Uma breve análise intercambiando os perfis dos Jonathans da literatura de língua inglesa. Porque sim.

Jonathan Franzen

foi eleito pela Granta como um dos vinte melhores jovens romancistas americanos. Escreveu a obra-prima As correções, um livro que está em quase todas as listas de melhores romances contemporâneos americanos (e algumas outras listas de “melhores de todos os tempos”), vencedor do National Book Award de Melhor Livro do Ano e que devo ter lido umas trinta e cinco vezes, além de enchê-lo de anotações em dezenas de post-its e ao qual continuamente retorno, fã do virtuosismo do autor, da linguagem rápida e capacidade de ironizar tudo para expor a gravidade das situações. Aguardo de forma maníaca e, sei, nem um pouco contraproducente, a série sobre o livro que a HBO prometeu, embora minha expectativa seja suplantada pela quase certeza de que isto nunca acontecerá, coisa que a HBO e o próprio cotado diretor afirma, a despeito do piloto ter sido parcialmente filmado (embora esta quase certeza vez por outra seja obliterada pelo desejo incomensurável de ver Noah-A-Lula-e-a-Baleia-é-um-dos-melhores-filmes-do-mundo-Baumbach dirigir Maggie Gyllenhaal, Ewan McGregor, Dianne Wiest, Chris Cooper, Greta Gerwig Rhys Ifans nesta que seria — eu sei, tenho certeza disso — uma das melhores adaptações literárias para séries de todos os tempos).

Franzen olha fixo para você.

Franzen, além de protagonistas cuja empatia com o leitor é quase imediata, é capaz ainda de criar alguns personagens secundários que são mencionados pouquíssimas vezes e cujas descrições, mesmo repleta de apelos pop, soam extremamente verossímeis. Seu penúltimo romance é Liberdade (e seu mais recente é Pureza), um calhamaço — ao exemplo de As correções e suas 583 páginas — completamente incensado pela imprensa literária, ansiosa em alcunhar o novo “grande romancista americano” (vide Times, que colocou sua foto na capa abaixo de tal epíteto) já que Pynchon parece ser caudaloso demais para isto. É bem verdade que alguma parte da imprensa insiste em definir Liberdade como uma espécie de “continuação” de As correções, enquanto outros dizem “nhé, é outra coisa”, e que o unificador de ambos é a também sátira à família contemporânea (mais uma família do Meio Oeste americano), a ironia à política (que, neste, se estende dos últimos anos de Clinton aos oito anos de Bush), a antítese republicanos/democratas, a discusão conservadores/liberais, os negócios, como conquistar o sucesso na América, etc.
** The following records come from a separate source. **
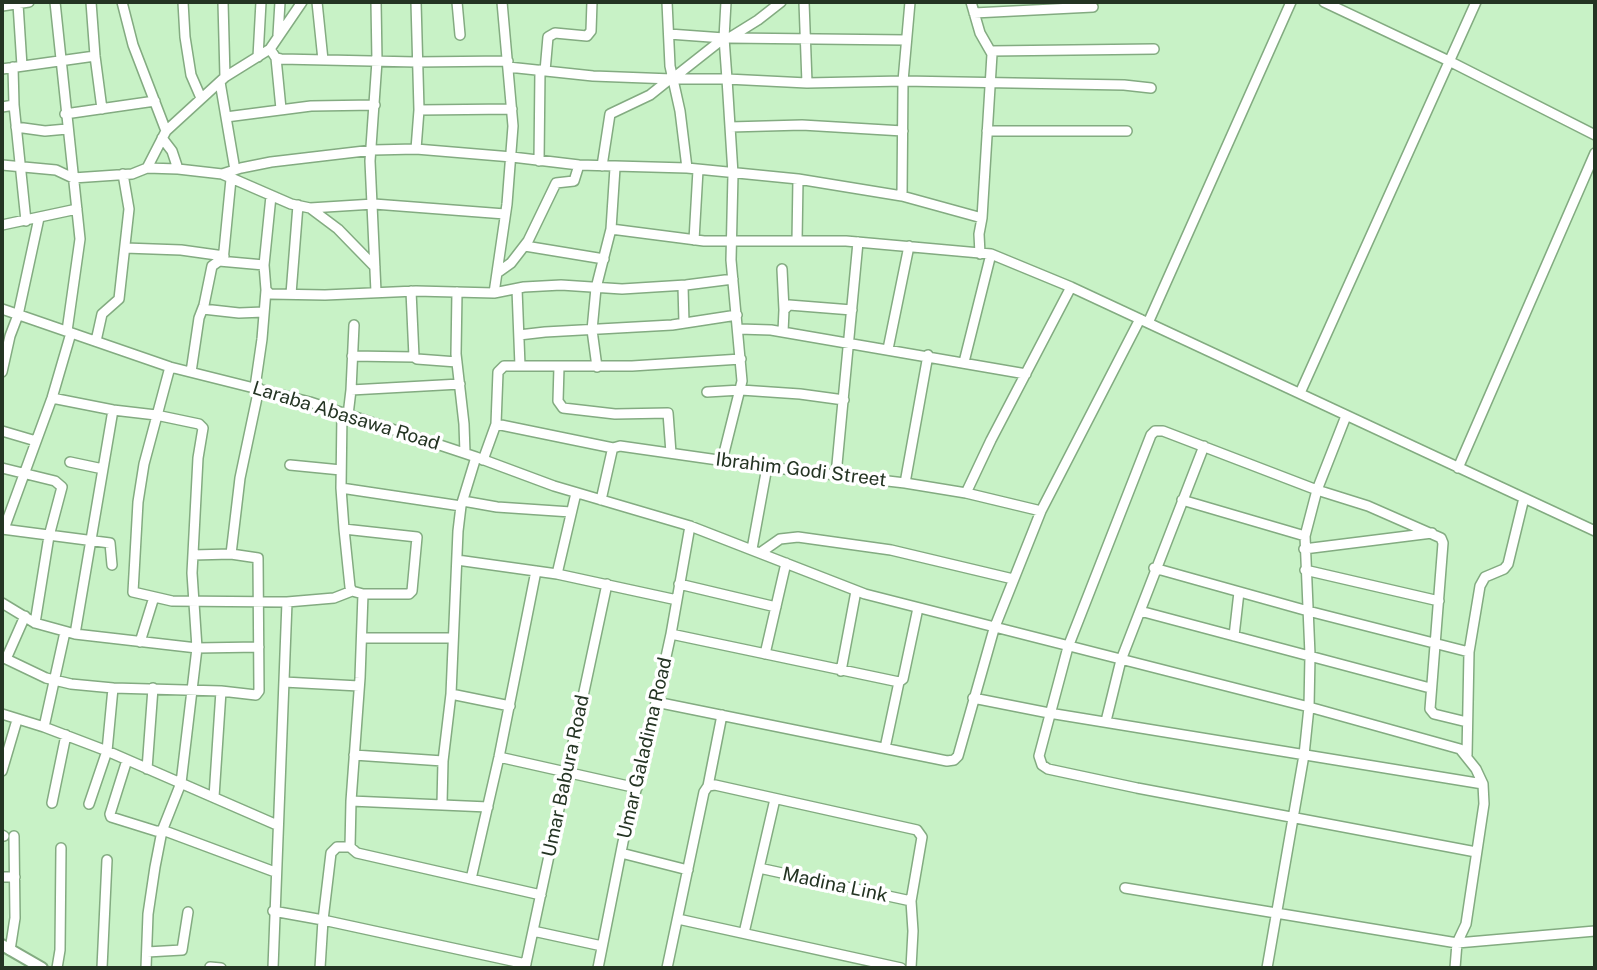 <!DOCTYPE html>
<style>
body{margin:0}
#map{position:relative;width:1597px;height:970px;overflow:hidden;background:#c8f2c6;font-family:"Public Sans",sans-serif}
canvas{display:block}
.frame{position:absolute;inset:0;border:4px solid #243423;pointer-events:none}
</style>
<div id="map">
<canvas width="1597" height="970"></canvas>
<div class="frame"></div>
</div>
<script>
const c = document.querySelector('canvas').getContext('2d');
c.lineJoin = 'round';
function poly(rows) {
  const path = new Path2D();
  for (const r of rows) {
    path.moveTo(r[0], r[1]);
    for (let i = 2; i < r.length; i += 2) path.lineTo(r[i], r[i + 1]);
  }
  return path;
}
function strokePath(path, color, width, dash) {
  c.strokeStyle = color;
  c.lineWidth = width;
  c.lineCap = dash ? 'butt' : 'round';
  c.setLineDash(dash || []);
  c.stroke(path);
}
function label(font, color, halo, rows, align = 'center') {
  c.font = font + ' "Public Sans",sans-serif';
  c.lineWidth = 7;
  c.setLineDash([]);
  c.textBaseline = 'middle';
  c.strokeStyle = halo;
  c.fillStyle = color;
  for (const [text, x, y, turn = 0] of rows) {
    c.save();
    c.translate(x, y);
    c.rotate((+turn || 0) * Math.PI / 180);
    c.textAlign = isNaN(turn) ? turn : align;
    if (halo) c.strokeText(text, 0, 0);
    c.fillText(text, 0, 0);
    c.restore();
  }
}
const minor = poly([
 [55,2,80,239,67,331],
 [91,2,95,56,102,109],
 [122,2,133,45,166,131],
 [183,2,185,37,191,75,201,98],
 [223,2,225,77],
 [317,2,323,60],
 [376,2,377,61,370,161,376,292],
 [416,2,419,110,416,149],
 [457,2,460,35],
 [667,2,670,66,680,111,687,168],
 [726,2,724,38,727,79,807,83,903,81,1124,85,1151,88],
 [804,2,807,83],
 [971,2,980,33,992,54,982,218,979,234,980,254],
 [1324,2,1449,61,1595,135],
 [18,4,22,66],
 [2,6,29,2],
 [974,13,1093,7],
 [669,34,724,38],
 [278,35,280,2],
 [729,38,906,40],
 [270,49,276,58,281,59,416,62,508,61],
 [991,51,1154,49],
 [258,57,261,2],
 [276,58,281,109],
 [13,67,14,105],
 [508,67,593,76,672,79,724,38,729,38,758,20,781,2],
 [2,69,95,56],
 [545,71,548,37,555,33,587,36,591,31,592,2],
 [672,79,727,79,733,174,731,260,742,381,722,461],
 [220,82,235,170],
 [2,107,14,105,26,221],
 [419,110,512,109],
 [65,114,155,101],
 [226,117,311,106,375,105],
 [16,127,45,131,67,129],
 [730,127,802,125,903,131],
 [987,131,1127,131],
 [162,138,172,151,178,169],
 [539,161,540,70],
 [2,165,56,170,73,178,132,174,147,168,178,169,222,174,241,168,271,162,373,150,416,149,512,157,579,165,687,168,798,179,902,196,982,218],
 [602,166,610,114,650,95,670,79],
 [147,168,166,131,225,77,270,49,302,2],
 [222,174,291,204,310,208,338,229,375,267],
 [271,196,264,265,266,290,270,294,325,295,416,291,494,293,524,287,561,285,622,289,686,285,733,279],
 [902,196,903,81,910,2],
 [310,208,374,204,505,214],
 [2,225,77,209],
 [611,229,704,241,846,241,991,254,1071,287,1595,531],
 [694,240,698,170],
 [797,241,798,179],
 [525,246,604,259],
 [125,248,181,250,224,256],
 [223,261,231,179],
 [782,269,784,310],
 [497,273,511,263,528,241,556,183,574,181,579,165],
 [683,286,684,323],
 [517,289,520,366],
 [411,291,414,357,417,359,457,362],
 [457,292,456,354,464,424,465,453],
 [494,293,507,204,513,126,502,2],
 [291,294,298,205],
 [2,309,170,367,310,402,476,457,554,486,690,526,865,594,1309,707,1460,749,1476,769,1483,784,1484,804,1466,924,1457,943,1455,968],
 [203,309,239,313,264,312],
 [1148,323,1291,2],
 [739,329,771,330,1026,374],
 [783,332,784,310,789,305,852,310],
 [519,335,545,332,672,325,737,315],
 [96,341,102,314,119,299,129,209,123,174],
 [888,349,909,246],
 [352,356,414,357],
 [964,362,991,254],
 [170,367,144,464,138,502,133,592,172,601,287,602,334,598,352,591],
 [559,367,558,401,563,408,615,414,668,413,671,453],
 [597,367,592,330,596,288,611,229,615,168],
 [2,372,10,336,18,315,39,218],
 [191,372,199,318,204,305,212,266,219,261,264,265],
 [255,387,262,339,266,290],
 [351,390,354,325],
 [707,392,741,390,800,394,844,400],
 [1300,393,1476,2],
 [52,398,113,410,156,415,199,424,203,428,198,458,192,573,197,648,181,783,162,831,155,867,148,914,146,968],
 [348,415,351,390,460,384],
 [496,424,613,448],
 [2,431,36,441],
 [483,460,496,424,498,372,504,366,632,366,741,359],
 [70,462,103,469],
 [290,465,341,470],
 [2,468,55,481,62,487,49,536,35,623],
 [1458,468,1595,153],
 [836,475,858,242],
 [905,483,928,355],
 [341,488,342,413],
 [966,493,991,440,1071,287],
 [601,500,612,451,613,448,620,446,767,467,905,483,966,493,1041,511],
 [1182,500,1305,536],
 [463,501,497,507,571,512],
 [2,529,110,543,112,565],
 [4,529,52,398,71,333],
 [344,529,417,537,412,591,409,594,363,594,352,591,350,587,344,529,341,488,461,506],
 [752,549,767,467],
 [1304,549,1432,533],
 [760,553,780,539,798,537,891,550,1013,579],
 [231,554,240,478,259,388],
 [457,560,557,574,677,600],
 [1154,568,1308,611,1469,652],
 [1305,570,1439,601],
 [557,574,576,493],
 [679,584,776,607],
 [2,603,35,623,75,634,197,648,259,647],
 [1140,611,1430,688],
 [75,634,113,410],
 [671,634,899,682,903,679,918,608],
 [1234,636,1239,592],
 [362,638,453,638],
 [140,642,154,597],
 [765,654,786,563],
 [2,657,46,678,71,684,113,688,221,691,256,695,259,691,258,558,231,554,193,555],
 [6,659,25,616],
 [841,671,856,591],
 [284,682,359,686],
 [451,694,510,706],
 [973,698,1049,713,1483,784],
 [656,702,947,761,954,760,958,756,994,629,1041,511,1140,319],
 [2,714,44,727,107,751,277,825],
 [1106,721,1121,660,1204,446],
 [1467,722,1434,714,1430,709,1443,543,1441,538,1368,506,1317,490,1163,431,1155,431,1151,435,1068,647,1039,756,1042,765,1048,769,1137,788,1476,852],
 [44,727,65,632],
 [885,748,899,682],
 [354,755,443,761],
 [1467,755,1469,652,1480,586,1485,577,1504,569,1508,564,1524,498],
 [499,757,637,788],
 [127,760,110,814,111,817,156,831,165,831,275,872],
 [147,769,153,688],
 [2,771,17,720],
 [708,786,722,715],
 [214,797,221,691],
 [351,801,360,678,363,594],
 [52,803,66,735],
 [89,804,107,751,113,688],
 [442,804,443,761,451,694,458,531,461,506,476,457],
 [2,835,4,836],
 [350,847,351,801,488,807],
 [621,853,688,870],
 [759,868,911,901],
 [2,877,15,877],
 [471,879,499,757,536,571],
 [1125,888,1457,943,1595,931],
 [273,911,323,920,320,968],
 [678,919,901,968],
 [533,931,602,946],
 [744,933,775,799],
 [10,950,15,918,14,836],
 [147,952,182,950,188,912],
 [526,964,323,920,331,853,337,847,350,847,357,853,541,895],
 [210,967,221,968],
 [57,968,60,950,61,848],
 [102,968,107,860],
 [273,968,287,602],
 [525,968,607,584],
 [598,968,623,842,642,766,671,634,690,526],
 [667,968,704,792,708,786,715,785,917,830,922,837,911,901,913,931,911,968],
 [1267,968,1304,755,1309,707,1310,655,1305,536,1317,490,1346,416]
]);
const tertiary = poly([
 [2,945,42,968]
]);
strokePath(minor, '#83ab81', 12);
strokePath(tertiary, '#83ab81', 14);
strokePath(minor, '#fff', 9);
strokePath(tertiary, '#fff', 10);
label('19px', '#243423', '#fff', [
 ["Laraba Abasawa Road",346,416,17],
 ["Ibrahim Godi Street",801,470,7],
 ["Umar Galadima Road",645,748,-77],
 ["Umar Babura Road",566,776,-78],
 ["Madina Link",835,885,12]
]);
</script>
Enfim, toda esta máquina fascinante e questionável que faz os Estados Unidos girar, ser o que é e produzir assunto para as centenas de romances americanos que chegam a cada ano nas livrarias.

Muito diferente da minuciosa lente de aumento com que nos apresentava o casal Lambert em As Correções, no capítulo de abertura daquele romance (com uma calma que remetia a lentidão do idoso casal, com suas pequenas rusgas de convivência tediosa), dedicando um tempo considerável a esmiuçar só eles — e só trechos mais adiante nos apresentando, com parcimônia parecida e detalhismos virtusosos, os outros personagens componentes da trama, em Liberdade, de cara, somos avassalados pelo quadro ágil com que desenha uma parcela da classe média americana. Mais especificamente os moradores de Ramsey Hill, vizinhos em Barrier Street. A trama do livro se concentra em Walter e Patty Berglund e no roqueiro Richard Katz. Mas, em sua primeira parte, denominada “Bons Vizinhos”, ficamos conhecendo os dois primeiros, mais seus filhos Jessica e Joey, além dos vizinhos Connie e Carol Monaghan, Merrie e Seth Paulsen e Blake. Fofocas, intrigas, rusgas, competitividade, disfuncionalidade familiar: está tudo ali. Temperados pelas referências políticas. Um comentário sobre liberalismo aqui, outro sobre reaganismo acolá.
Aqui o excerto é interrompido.